"La Pasionaria del PP", John Carlin

(Oriol Malet)

Muchos me preguntan si veo a algún político en el panorama internacional a la altura de Nelson Mandela. Suelo decir que no, pero en vísperas de la fecha en que el líder sudafricano hubiera cumplido 100 años (este miércoles 18 de julio), me veo obligado a replantearme la cuestión. Sale una pretendiente al escenario, es de Valladolid y su nombre es Soraya Sáenz de Santamaría, exvicepresidenta de Gobierno y actual candidata al liderazgo del Partido Popular.

Mandela luchó contra el apartheid. Resulta que Sáenz de Santamaría también. Y, como dejó bien clarito en una entrevista esta semana, sigue en la lucha hoy. “En Catalunya –dijo– practican el apartheid”. Los impulsores de esta detestable ideología son los líderes in­dependentistas catalanes, primero entre ellos el presidente de la Generalitat, Quim Torra. “No debe haber ningún apaciguamiento con esta gente”, declaró la Pasionaria del PP.
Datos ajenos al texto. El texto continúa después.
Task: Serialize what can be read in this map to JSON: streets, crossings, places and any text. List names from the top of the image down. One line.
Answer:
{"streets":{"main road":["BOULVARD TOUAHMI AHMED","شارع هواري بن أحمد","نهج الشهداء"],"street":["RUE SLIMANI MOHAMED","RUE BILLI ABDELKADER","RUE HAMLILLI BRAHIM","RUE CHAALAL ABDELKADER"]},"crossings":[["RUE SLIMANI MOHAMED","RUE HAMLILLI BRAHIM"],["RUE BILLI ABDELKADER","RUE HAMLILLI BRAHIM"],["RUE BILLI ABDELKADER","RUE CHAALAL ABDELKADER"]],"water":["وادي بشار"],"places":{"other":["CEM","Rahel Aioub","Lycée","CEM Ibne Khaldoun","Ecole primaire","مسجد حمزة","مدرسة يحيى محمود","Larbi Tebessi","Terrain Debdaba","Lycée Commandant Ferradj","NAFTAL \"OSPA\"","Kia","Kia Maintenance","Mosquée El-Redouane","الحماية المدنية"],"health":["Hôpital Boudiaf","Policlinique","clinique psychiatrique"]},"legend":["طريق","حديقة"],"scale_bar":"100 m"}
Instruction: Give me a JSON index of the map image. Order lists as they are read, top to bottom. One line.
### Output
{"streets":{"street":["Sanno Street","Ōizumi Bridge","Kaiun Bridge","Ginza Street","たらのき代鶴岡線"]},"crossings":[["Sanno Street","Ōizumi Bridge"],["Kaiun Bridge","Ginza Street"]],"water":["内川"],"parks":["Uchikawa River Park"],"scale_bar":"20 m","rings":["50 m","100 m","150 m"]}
Bueno. Ya. Perdón. Basta de bromas. ¿Que en Catalunya hay apartheid? ¿Sabe esta señora lo que está diciendo? Evidentemente no, así que le haremos el favor de darle una breve lección de historia.

Apartheid (pronunciado apárteid) es una palabra en afrikaans, lengua derivada del holandés que hablaban los primeros colonos europeos que se instalaron en el Cono Sur de África en el siglo XVII. Se traduce literalmente como separación y define un sistema de leyes impuesto en Sudáfrica en 1948 que forzó a las diferentes razas a vivir aparte en condi­ciones de drástica desigualdad.

El resultado fue que durante casi medio siglo, hasta la llegada de Mandela al poder, la minoría blanca gozó de quizá el mejor nivel medio de vida de la historia de la humanidad mientras que la mayoría negra vivía en la pobreza, condenada a un sistema educativo deliberadamente inferior al de los blancos, a un sistema de salud pública a años luz del que disfrutaban los blancos, a vivir en áridos guetos en las periferias de las ciu­dades, a viajar en cuarta clase en los trenes y, por supuesto, a no tener el derecho al voto. Si se quejaban, los metían presos sin juicio. Si se quejaban más, los torturaban. Si se quejaban ­demasiado, o los condenaban a cadena perpetua o los mataban –a veces por la vía legal (con una soga), a veces con las pistolas de los escuadrones de la ­muerte–.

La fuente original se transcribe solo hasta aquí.